A staff of two advisers, a director and a data processing specialist have begun enrolling the first of up to 150 students in individual success plans.
Each eligible student in the program receives an individual support service plan within the first four weeks of enrollment. To be eligible for service from the Student Support Services program, a student must be taking at least six credits at the college.
A student must be in one or more of the following groups:
* First-generation college student (neither parent completed a four-year degree).
* Low- to moderate-income level (according to the U.S. government).
* Have a documented disability.
"We have over 50 students who have decided to join the program," said Lois Hansen, director. "That number is growing daily."
Goals include student retention, student graduation and students transferring to a four-year institution.
The program is similar to more than 2,000 others across the country, Hansen said. They originated when the 1964 War on Poverty was announced by the Johnson administration. Through transitions and expanded outreach that included three educational opportunity programs, the term "TRIO" was coined to describe them.
A federal grant from the U.S. Department of Education will provide $190,000 annually the next four years to fund the Student Support Services department.
This is the first TRIO grant for CLC and one of the largest the institution has ever received, said Wendy Schluender, dean of student services.
The grant is enabling CLC to establish the program that offers the following services to eligible students:
Career planning and exploration; academic advising; tutoring and group study; financial aid information; peer mentoring; academic success workshops; activities designed to acquaint students with various cultural and social events; assistance with issues related to graduating and/or transferring to a four-year institution.
"TRIO is designed to provide participants with the skills necessary to be a successful student," said Hansen, "and is tailored to meet the needs of each student by providing a variety of services."
Advisers are Sue Austin, academic support specialist, and Julia Sopalski, retention specialist. They work with eligible students, first assessing to determine academic, personal and accessibility needs. Then they develop the individual support services plan tailored to each participant.
Debbie Neitzke is the data processing specialist. "And there is a lot of data to be processed," said Hansen.
Among the program objectives are percentages of students remaining in good academic standing and continuing enrollment for at least three semesters at CLC (excluding transfers and graduates). Career exploration sessions and workshops are integrated to enable students to identify viable career goals.

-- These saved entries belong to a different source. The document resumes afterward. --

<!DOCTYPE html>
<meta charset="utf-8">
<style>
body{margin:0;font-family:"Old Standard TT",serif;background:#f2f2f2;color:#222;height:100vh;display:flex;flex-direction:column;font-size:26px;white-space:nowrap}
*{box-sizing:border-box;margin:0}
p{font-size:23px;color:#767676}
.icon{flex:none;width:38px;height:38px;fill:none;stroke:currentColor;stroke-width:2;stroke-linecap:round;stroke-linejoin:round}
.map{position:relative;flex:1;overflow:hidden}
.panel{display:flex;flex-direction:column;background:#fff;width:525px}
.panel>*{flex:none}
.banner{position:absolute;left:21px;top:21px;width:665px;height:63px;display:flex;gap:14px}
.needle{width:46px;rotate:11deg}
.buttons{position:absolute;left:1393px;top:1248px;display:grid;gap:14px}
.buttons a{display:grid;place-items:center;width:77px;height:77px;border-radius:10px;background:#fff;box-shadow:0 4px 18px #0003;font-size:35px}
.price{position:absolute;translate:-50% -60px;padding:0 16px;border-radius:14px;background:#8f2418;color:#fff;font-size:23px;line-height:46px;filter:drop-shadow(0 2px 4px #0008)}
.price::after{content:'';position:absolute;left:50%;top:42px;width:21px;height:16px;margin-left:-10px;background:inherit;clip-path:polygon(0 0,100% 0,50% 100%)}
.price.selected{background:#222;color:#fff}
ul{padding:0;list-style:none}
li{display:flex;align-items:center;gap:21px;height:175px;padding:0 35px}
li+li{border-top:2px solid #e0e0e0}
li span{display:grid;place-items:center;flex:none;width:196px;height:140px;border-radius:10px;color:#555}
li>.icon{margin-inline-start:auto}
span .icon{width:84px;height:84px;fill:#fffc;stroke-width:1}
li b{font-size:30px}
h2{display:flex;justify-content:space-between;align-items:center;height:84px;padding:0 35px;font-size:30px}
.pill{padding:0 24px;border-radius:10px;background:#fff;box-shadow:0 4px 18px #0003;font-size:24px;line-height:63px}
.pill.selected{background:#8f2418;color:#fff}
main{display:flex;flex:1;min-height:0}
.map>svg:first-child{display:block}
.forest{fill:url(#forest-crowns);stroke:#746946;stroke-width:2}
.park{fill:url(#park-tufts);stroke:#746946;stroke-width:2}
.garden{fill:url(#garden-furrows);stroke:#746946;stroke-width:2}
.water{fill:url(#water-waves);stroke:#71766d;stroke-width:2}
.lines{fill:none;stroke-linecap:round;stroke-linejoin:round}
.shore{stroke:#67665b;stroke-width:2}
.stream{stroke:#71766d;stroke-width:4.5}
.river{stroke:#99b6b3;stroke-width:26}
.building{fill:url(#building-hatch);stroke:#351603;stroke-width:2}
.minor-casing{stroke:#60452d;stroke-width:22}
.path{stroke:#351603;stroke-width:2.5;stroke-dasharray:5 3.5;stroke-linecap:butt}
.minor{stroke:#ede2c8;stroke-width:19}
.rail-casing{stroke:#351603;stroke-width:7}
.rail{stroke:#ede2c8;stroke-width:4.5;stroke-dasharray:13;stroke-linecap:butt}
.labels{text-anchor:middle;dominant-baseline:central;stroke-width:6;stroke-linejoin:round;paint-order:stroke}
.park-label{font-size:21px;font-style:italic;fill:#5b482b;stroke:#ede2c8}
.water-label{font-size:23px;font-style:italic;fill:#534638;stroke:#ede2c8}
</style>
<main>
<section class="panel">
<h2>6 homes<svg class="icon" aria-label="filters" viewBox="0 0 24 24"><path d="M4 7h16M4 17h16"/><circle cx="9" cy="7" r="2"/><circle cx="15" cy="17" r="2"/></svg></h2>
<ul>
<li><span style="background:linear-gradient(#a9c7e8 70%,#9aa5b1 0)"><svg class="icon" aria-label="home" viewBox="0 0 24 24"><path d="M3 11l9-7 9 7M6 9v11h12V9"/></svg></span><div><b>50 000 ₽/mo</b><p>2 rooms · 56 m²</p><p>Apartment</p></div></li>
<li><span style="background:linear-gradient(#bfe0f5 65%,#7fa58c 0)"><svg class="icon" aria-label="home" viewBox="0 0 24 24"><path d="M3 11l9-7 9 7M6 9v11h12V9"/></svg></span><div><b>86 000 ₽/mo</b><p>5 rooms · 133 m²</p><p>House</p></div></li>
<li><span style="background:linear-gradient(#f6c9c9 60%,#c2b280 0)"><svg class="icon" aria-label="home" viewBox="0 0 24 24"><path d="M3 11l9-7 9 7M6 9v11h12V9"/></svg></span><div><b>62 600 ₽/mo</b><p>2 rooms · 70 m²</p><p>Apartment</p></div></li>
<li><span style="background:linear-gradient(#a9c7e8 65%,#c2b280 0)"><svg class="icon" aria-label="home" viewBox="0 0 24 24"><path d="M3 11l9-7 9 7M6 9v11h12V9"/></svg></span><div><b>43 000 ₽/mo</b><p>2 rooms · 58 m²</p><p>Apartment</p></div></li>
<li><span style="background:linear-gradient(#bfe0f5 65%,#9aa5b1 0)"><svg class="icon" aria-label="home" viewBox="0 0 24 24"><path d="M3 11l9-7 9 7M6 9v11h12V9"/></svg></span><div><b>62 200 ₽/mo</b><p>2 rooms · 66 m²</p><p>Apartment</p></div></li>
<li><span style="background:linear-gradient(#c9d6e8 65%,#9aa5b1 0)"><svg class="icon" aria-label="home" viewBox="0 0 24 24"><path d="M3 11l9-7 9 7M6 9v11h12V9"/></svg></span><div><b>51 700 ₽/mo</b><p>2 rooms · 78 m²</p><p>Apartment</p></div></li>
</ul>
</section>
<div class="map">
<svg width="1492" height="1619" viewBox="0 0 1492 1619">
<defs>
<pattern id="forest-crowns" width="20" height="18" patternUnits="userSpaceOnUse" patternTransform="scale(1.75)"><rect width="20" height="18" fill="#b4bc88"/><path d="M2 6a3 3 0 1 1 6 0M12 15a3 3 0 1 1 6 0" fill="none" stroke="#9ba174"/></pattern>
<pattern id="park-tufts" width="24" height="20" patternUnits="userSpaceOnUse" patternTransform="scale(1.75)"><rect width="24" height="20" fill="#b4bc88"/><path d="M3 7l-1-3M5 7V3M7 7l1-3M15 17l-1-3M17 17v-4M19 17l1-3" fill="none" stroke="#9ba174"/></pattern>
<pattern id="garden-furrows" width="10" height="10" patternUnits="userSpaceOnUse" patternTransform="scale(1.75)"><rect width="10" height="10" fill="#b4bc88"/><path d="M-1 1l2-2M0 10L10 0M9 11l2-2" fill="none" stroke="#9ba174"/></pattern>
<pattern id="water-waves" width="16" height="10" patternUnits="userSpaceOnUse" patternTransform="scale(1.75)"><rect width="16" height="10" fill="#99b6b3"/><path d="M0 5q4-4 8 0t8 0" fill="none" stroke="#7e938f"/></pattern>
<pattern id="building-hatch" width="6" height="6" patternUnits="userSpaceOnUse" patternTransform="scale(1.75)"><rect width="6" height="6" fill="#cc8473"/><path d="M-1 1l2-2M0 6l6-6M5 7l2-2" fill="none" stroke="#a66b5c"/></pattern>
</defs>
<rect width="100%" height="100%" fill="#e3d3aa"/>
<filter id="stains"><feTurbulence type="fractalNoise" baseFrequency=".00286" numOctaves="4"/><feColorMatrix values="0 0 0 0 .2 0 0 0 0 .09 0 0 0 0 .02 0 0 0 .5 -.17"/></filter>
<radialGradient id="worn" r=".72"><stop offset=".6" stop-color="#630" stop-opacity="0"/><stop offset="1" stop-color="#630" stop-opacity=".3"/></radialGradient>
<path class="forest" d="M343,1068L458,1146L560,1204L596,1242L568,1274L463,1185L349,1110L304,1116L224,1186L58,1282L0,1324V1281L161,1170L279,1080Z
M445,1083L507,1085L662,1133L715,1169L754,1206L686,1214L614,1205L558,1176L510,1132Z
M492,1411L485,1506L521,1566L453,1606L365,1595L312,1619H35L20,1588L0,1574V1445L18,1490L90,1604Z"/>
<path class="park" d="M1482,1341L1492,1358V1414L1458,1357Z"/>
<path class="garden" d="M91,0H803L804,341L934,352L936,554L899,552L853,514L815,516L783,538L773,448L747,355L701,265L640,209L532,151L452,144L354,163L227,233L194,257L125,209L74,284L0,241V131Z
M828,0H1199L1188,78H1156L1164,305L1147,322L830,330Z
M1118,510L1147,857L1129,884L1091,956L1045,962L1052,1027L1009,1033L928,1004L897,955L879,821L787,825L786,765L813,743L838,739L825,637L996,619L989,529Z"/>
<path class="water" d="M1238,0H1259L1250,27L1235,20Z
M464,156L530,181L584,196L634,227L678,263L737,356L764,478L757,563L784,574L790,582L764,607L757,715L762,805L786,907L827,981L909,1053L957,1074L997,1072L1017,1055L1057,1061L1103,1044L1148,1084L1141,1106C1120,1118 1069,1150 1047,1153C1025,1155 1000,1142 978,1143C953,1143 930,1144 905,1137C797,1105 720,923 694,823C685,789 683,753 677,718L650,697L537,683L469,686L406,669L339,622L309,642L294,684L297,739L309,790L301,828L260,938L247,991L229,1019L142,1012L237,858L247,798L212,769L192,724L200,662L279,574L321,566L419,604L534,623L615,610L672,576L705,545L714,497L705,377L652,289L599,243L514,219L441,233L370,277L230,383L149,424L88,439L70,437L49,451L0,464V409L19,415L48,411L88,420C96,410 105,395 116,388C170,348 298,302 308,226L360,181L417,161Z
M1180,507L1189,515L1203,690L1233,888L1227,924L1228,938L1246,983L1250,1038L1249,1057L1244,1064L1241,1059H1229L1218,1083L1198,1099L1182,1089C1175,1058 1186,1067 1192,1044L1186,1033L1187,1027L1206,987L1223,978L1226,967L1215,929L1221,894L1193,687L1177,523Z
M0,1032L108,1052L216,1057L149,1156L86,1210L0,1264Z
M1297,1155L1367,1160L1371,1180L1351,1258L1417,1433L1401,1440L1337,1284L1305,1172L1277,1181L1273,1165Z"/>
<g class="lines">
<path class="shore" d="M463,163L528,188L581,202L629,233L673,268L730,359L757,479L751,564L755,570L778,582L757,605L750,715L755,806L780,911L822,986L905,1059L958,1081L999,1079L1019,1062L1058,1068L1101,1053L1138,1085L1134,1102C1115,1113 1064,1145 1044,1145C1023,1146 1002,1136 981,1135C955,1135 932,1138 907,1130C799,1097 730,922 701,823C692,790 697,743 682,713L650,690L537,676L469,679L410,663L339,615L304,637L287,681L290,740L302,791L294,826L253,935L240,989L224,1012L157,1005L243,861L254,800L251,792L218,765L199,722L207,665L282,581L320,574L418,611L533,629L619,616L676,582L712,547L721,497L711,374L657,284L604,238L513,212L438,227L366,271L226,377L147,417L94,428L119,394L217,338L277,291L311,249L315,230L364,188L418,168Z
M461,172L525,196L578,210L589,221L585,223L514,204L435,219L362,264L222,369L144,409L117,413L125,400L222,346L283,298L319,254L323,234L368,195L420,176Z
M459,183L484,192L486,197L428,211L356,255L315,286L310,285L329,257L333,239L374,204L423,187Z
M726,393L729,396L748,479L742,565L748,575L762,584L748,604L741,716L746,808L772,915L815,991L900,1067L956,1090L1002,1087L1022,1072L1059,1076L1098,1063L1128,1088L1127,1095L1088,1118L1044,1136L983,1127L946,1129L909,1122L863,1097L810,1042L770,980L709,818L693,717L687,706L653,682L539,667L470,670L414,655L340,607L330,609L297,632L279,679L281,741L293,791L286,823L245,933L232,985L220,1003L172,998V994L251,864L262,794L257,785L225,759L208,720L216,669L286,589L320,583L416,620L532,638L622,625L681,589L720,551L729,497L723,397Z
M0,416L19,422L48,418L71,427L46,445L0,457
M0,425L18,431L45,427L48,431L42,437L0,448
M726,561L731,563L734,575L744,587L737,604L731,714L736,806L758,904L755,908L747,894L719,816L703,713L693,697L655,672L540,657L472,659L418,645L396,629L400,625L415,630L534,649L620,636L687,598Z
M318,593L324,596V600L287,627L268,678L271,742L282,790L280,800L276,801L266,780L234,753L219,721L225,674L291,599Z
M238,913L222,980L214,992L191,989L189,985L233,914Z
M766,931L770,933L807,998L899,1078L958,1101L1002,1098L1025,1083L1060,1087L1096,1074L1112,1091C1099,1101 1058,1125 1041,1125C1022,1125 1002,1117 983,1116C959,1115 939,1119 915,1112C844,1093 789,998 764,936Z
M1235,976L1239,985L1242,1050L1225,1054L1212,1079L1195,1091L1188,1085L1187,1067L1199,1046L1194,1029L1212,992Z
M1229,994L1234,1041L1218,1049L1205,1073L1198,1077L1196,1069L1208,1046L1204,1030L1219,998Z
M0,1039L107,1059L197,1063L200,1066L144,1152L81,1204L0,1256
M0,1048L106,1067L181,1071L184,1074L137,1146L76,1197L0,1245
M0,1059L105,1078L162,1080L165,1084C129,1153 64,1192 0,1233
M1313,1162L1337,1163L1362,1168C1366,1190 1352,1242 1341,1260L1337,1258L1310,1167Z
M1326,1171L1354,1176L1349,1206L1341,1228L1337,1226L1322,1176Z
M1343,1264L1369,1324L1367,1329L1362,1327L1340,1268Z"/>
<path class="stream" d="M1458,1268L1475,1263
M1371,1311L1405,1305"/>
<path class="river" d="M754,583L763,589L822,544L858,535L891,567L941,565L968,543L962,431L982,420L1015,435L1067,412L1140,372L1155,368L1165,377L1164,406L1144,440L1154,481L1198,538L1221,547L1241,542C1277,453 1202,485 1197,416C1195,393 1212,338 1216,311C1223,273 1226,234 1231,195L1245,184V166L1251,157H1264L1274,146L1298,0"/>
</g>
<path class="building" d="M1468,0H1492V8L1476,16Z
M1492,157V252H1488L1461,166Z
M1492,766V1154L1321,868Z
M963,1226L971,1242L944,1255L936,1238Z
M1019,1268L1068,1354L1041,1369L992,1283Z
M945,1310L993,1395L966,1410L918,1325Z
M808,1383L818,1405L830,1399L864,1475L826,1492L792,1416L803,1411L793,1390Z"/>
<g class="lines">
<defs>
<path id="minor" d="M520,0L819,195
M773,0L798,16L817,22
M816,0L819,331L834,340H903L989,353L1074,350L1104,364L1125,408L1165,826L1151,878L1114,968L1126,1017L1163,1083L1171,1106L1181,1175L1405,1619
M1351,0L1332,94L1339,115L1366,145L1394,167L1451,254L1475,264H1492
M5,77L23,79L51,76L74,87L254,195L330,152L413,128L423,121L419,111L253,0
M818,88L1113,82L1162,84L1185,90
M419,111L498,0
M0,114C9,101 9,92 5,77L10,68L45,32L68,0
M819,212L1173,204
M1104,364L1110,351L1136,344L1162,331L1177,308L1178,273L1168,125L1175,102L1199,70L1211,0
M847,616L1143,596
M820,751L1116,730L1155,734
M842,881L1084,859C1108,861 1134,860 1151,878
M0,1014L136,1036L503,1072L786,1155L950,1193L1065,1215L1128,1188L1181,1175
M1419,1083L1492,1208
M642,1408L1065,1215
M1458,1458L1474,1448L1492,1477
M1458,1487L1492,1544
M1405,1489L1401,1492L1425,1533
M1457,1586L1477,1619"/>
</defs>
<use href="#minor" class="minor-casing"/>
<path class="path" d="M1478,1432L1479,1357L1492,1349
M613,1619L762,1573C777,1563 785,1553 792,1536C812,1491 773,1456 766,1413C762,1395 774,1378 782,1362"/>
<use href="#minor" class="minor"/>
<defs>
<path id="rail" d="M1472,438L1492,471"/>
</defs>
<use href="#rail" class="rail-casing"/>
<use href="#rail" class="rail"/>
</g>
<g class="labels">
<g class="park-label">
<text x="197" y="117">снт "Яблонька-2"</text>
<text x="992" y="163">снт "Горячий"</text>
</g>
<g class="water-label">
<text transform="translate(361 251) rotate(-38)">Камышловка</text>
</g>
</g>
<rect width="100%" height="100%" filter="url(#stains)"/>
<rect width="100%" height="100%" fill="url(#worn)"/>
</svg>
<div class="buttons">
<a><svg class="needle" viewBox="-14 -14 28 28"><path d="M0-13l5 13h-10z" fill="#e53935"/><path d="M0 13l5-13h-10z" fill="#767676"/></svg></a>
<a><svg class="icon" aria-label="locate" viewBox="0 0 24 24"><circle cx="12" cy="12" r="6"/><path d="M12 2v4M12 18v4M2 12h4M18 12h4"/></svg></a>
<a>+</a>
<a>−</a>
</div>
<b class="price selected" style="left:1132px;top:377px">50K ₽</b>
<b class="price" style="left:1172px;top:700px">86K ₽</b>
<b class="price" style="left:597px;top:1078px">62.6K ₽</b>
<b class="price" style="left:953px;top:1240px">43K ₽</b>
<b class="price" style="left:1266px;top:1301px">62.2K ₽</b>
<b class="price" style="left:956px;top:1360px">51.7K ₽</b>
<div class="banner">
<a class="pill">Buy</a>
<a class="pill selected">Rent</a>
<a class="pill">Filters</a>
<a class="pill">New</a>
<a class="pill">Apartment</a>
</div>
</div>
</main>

A minimum of 40 percent of participants will graduate from their program of study within a maximum of eight semesters, according to the list of objectives.
At least one-fifth of the participants are expected to transfer to a baccalaureate program.
This week, National TRIO Week, students are involved in promotional efforts to increase public awareness of this program. Hansen said the track record indicates growing support as TRIO programs serve low-income students, their families and communities.
"One individual who benefited from the program is Congressman Henry Bonilla of Texas," said Hansen. "Who knows? We may have future successes like this among our CLC participants."